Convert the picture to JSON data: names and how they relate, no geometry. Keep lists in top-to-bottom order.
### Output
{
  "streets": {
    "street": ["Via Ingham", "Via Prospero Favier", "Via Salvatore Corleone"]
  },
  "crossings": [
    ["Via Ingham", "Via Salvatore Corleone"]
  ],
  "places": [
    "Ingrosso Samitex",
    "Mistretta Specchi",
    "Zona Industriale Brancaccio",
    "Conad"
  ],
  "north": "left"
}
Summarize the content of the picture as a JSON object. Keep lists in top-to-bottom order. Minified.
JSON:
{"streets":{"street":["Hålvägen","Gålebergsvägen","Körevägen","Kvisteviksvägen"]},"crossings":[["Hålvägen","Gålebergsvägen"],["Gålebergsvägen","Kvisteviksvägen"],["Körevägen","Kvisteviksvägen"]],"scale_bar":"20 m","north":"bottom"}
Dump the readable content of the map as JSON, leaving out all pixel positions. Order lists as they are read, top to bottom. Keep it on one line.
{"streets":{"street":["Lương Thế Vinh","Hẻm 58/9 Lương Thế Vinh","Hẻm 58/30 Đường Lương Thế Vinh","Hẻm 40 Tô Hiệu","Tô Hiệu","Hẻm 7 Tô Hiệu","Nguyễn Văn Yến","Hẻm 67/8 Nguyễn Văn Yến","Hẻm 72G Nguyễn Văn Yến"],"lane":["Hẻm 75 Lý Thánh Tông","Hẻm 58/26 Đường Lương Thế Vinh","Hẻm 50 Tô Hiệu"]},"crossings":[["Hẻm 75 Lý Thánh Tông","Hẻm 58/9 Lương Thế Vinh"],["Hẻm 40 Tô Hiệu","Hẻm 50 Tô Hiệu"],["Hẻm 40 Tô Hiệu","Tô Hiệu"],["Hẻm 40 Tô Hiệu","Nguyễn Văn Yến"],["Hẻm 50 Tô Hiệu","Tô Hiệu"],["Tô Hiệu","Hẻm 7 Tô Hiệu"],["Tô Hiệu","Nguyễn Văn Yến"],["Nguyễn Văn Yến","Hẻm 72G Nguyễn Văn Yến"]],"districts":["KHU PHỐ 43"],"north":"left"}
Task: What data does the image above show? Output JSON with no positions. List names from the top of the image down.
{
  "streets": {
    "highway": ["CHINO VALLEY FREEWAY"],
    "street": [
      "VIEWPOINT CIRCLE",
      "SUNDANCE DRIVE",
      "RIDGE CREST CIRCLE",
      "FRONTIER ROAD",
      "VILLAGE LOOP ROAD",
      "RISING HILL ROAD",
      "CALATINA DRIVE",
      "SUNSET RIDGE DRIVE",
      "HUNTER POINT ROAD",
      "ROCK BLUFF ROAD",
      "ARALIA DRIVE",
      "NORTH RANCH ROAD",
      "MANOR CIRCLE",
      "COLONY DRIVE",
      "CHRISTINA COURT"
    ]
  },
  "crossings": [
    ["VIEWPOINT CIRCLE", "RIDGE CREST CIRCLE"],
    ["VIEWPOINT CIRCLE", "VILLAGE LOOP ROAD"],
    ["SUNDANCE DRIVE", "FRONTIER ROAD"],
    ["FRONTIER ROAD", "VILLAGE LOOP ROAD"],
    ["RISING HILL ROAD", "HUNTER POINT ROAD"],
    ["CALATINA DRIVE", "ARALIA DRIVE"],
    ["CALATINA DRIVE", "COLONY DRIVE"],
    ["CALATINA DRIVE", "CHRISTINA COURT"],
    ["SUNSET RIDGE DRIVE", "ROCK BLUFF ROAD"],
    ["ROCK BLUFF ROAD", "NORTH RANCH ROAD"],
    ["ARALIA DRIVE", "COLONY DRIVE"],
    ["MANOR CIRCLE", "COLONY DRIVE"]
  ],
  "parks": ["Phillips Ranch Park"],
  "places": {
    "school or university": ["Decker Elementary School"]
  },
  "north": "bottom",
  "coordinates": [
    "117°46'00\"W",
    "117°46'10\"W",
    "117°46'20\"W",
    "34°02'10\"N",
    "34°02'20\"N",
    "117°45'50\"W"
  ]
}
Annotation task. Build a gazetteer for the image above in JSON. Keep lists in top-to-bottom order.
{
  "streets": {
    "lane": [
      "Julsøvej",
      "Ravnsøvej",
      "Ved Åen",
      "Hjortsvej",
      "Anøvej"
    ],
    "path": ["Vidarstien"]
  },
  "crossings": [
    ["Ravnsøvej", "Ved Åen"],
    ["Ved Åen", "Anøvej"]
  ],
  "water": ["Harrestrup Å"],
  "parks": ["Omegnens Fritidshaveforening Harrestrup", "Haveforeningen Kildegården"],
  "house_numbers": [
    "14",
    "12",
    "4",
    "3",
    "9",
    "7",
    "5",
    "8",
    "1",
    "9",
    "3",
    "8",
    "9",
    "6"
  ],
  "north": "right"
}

Assignment
Whatever is in the entries above, write it out exactly.

Output of the task
Convert the picture to JSON data: names and how they relate, no geometry. Keep lists in top-to-bottom order.
### Output
{
  "streets": {
    "street": ["Via Ingham", "Via Prospero Favier", "Via Salvatore Corleone"]
  },
  "crossings": [
    ["Via Ingham", "Via Salvatore Corleone"]
  ],
  "places": [
    "Ingrosso Samitex",
    "Mistretta Specchi",
    "Zona Industriale Brancaccio",
    "Conad"
  ],
  "north": "left"
}
Summarize the content of the picture as a JSON object. Keep lists in top-to-bottom order. Minified.
JSON:
{"streets":{"street":["Hålvägen","Gålebergsvägen","Körevägen","Kvisteviksvägen"]},"crossings":[["Hålvägen","Gålebergsvägen"],["Gålebergsvägen","Kvisteviksvägen"],["Körevägen","Kvisteviksvägen"]],"scale_bar":"20 m","north":"bottom"}
Dump the readable content of the map as JSON, leaving out all pixel positions. Order lists as they are read, top to bottom. Keep it on one line.
{"streets":{"street":["Lương Thế Vinh","Hẻm 58/9 Lương Thế Vinh","Hẻm 58/30 Đường Lương Thế Vinh","Hẻm 40 Tô Hiệu","Tô Hiệu","Hẻm 7 Tô Hiệu","Nguyễn Văn Yến","Hẻm 67/8 Nguyễn Văn Yến","Hẻm 72G Nguyễn Văn Yến"],"lane":["Hẻm 75 Lý Thánh Tông","Hẻm 58/26 Đường Lương Thế Vinh","Hẻm 50 Tô Hiệu"]},"crossings":[["Hẻm 75 Lý Thánh Tông","Hẻm 58/9 Lương Thế Vinh"],["Hẻm 40 Tô Hiệu","Hẻm 50 Tô Hiệu"],["Hẻm 40 Tô Hiệu","Tô Hiệu"],["Hẻm 40 Tô Hiệu","Nguyễn Văn Yến"],["Hẻm 50 Tô Hiệu","Tô Hiệu"],["Tô Hiệu","Hẻm 7 Tô Hiệu"],["Tô Hiệu","Nguyễn Văn Yến"],["Nguyễn Văn Yến","Hẻm 72G Nguyễn Văn Yến"]],"districts":["KHU PHỐ 43"],"north":"left"}
Task: What data does the image above show? Output JSON with no positions. List names from the top of the image down.
{
  "streets": {
    "highway": ["CHINO VALLEY FREEWAY"],
    "street": [
      "VIEWPOINT CIRCLE",
      "SUNDANCE DRIVE",
      "RIDGE CREST CIRCLE",
      "FRONTIER ROAD",
      "VILLAGE LOOP ROAD",
      "RISING HILL ROAD",
      "CALATINA DRIVE",
      "SUNSET RIDGE DRIVE",
      "HUNTER POINT ROAD",
      "ROCK BLUFF ROAD",
      "ARALIA DRIVE",
      "NORTH RANCH ROAD",
      "MANOR CIRCLE",
      "COLONY DRIVE",
      "CHRISTINA COURT"
    ]
  },
  "crossings": [
    ["VIEWPOINT CIRCLE", "RIDGE CREST CIRCLE"],
    ["VIEWPOINT CIRCLE", "VILLAGE LOOP ROAD"],
    ["SUNDANCE DRIVE", "FRONTIER ROAD"],
    ["FRONTIER ROAD", "VILLAGE LOOP ROAD"],
    ["RISING HILL ROAD", "HUNTER POINT ROAD"],
    ["CALATINA DRIVE", "ARALIA DRIVE"],
    ["CALATINA DRIVE", "COLONY DRIVE"],
    ["CALATINA DRIVE", "CHRISTINA COURT"],
    ["SUNSET RIDGE DRIVE", "ROCK BLUFF ROAD"],
    ["ROCK BLUFF ROAD", "NORTH RANCH ROAD"],
    ["ARALIA DRIVE", "COLONY DRIVE"],
    ["MANOR CIRCLE", "COLONY DRIVE"]
  ],
  "parks": ["Phillips Ranch Park"],
  "places": {
    "school or university": ["Decker Elementary School"]
  },
  "north": "bottom",
  "coordinates": [
    "117°46'00\"W",
    "117°46'10\"W",
    "117°46'20\"W",
    "34°02'10\"N",
    "34°02'20\"N",
    "117°45'50\"W"
  ]
}
Annotation task. Build a gazetteer for the image above in JSON. Keep lists in top-to-bottom order.
{
  "streets": {
    "lane": [
      "Julsøvej",
      "Ravnsøvej",
      "Ved Åen",
      "Hjortsvej",
      "Anøvej"
    ],
    "path": ["Vidarstien"]
  },
  "crossings": [
    ["Ravnsøvej", "Ved Åen"],
    ["Ved Åen", "Anøvej"]
  ],
  "water": ["Harrestrup Å"],
  "parks": ["Omegnens Fritidshaveforening Harrestrup", "Haveforeningen Kildegården"],
  "house_numbers": [
    "14",
    "12",
    "4",
    "3",
    "9",
    "7",
    "5",
    "8",
    "1",
    "9",
    "3",
    "8",
    "9",
    "6"
  ],
  "north": "right"
}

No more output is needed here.